### [Assignment]
The expected response is the entire set of entries, copied exactly.

==== Records for this task

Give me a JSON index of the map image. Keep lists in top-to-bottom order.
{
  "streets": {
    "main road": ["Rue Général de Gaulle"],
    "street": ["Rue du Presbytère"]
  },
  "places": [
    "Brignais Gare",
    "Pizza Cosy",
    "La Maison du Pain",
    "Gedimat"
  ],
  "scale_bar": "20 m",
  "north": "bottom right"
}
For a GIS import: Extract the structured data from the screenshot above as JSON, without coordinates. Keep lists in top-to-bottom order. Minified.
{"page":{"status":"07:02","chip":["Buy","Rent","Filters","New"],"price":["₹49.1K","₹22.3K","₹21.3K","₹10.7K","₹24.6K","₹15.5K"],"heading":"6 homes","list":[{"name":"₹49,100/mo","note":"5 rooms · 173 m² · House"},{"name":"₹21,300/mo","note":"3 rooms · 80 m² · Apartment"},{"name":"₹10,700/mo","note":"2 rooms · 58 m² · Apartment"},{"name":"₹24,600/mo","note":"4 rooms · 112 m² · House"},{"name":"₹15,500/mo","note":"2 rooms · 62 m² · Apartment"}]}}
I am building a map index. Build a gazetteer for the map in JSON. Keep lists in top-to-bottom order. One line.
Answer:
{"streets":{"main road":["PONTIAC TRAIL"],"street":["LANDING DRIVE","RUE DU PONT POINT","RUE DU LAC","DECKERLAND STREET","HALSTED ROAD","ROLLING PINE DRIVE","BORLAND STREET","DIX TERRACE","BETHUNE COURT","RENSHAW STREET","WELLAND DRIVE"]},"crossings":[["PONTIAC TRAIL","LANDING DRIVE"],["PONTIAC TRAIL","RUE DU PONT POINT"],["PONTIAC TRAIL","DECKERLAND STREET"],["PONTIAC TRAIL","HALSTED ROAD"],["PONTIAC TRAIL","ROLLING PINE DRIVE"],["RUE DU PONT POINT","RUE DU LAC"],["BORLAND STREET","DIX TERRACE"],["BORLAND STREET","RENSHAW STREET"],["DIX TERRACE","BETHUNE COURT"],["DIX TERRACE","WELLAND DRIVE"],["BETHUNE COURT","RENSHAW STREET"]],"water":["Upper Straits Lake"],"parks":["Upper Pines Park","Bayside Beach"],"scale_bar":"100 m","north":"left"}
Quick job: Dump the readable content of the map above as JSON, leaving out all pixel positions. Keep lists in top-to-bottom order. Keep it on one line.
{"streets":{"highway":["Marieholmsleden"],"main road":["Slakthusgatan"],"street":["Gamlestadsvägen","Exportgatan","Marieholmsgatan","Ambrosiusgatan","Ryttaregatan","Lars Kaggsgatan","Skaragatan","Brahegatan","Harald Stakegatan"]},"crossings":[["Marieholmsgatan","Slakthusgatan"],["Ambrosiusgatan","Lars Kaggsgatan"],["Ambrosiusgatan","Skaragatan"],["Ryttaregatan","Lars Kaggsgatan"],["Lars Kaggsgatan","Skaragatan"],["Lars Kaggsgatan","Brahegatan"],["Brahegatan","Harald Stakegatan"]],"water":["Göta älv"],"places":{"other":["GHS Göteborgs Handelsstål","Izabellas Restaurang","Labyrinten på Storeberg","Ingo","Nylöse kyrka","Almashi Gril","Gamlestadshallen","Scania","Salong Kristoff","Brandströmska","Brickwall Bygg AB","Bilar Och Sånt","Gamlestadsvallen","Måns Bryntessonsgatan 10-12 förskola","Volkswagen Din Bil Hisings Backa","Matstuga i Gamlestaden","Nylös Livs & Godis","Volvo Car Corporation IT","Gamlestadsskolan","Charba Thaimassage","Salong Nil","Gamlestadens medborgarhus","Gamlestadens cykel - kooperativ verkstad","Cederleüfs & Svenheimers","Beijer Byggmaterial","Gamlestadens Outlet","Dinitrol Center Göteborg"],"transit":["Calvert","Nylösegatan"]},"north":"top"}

========

### [Answer to this exercise]
Give me a JSON index of the map image. Keep lists in top-to-bottom order.
{
  "streets": {
    "main road": ["Rue Général de Gaulle"],
    "street": ["Rue du Presbytère"]
  },
  "places": [
    "Brignais Gare",
    "Pizza Cosy",
    "La Maison du Pain",
    "Gedimat"
  ],
  "scale_bar": "20 m",
  "north": "bottom right"
}
For a GIS import: Extract the structured data from the screenshot above as JSON, without coordinates. Keep lists in top-to-bottom order. Minified.
{"page":{"status":"07:02","chip":["Buy","Rent","Filters","New"],"price":["₹49.1K","₹22.3K","₹21.3K","₹10.7K","₹24.6K","₹15.5K"],"heading":"6 homes","list":[{"name":"₹49,100/mo","note":"5 rooms · 173 m² · House"},{"name":"₹21,300/mo","note":"3 rooms · 80 m² · Apartment"},{"name":"₹10,700/mo","note":"2 rooms · 58 m² · Apartment"},{"name":"₹24,600/mo","note":"4 rooms · 112 m² · House"},{"name":"₹15,500/mo","note":"2 rooms · 62 m² · Apartment"}]}}
I am building a map index. Build a gazetteer for the map in JSON. Keep lists in top-to-bottom order. One line.
Answer:
{"streets":{"main road":["PONTIAC TRAIL"],"street":["LANDING DRIVE","RUE DU PONT POINT","RUE DU LAC","DECKERLAND STREET","HALSTED ROAD","ROLLING PINE DRIVE","BORLAND STREET","DIX TERRACE","BETHUNE COURT","RENSHAW STREET","WELLAND DRIVE"]},"crossings":[["PONTIAC TRAIL","LANDING DRIVE"],["PONTIAC TRAIL","RUE DU PONT POINT"],["PONTIAC TRAIL","DECKERLAND STREET"],["PONTIAC TRAIL","HALSTED ROAD"],["PONTIAC TRAIL","ROLLING PINE DRIVE"],["RUE DU PONT POINT","RUE DU LAC"],["BORLAND STREET","DIX TERRACE"],["BORLAND STREET","RENSHAW STREET"],["DIX TERRACE","BETHUNE COURT"],["DIX TERRACE","WELLAND DRIVE"],["BETHUNE COURT","RENSHAW STREET"]],"water":["Upper Straits Lake"],"parks":["Upper Pines Park","Bayside Beach"],"scale_bar":"100 m","north":"left"}
Quick job: Dump the readable content of the map above as JSON, leaving out all pixel positions. Keep lists in top-to-bottom order. Keep it on one line.
{"streets":{"highway":["Marieholmsleden"],"main road":["Slakthusgatan"],"street":["Gamlestadsvägen","Exportgatan","Marieholmsgatan","Ambrosiusgatan","Ryttaregatan","Lars Kaggsgatan","Skaragatan","Brahegatan","Harald Stakegatan"]},"crossings":[["Marieholmsgatan","Slakthusgatan"],["Ambrosiusgatan","Lars Kaggsgatan"],["Ambrosiusgatan","Skaragatan"],["Ryttaregatan","Lars Kaggsgatan"],["Lars Kaggsgatan","Skaragatan"],["Lars Kaggsgatan","Brahegatan"],["Brahegatan","Harald Stakegatan"]],"water":["Göta älv"],"places":{"other":["GHS Göteborgs Handelsstål","Izabellas Restaurang","Labyrinten på Storeberg","Ingo","Nylöse kyrka","Almashi Gril","Gamlestadshallen","Scania","Salong Kristoff","Brandströmska","Brickwall Bygg AB","Bilar Och Sånt","Gamlestadsvallen","Måns Bryntessonsgatan 10-12 förskola","Volkswagen Din Bil Hisings Backa","Matstuga i Gamlestaden","Nylös Livs & Godis","Volvo Car Corporation IT","Gamlestadsskolan","Charba Thaimassage","Salong Nil","Gamlestadens medborgarhus","Gamlestadens cykel - kooperativ verkstad","Cederleüfs & Svenheimers","Beijer Byggmaterial","Gamlestadens Outlet","Dinitrol Center Göteborg"],"transit":["Calvert","Nylösegatan"]},"north":"top"}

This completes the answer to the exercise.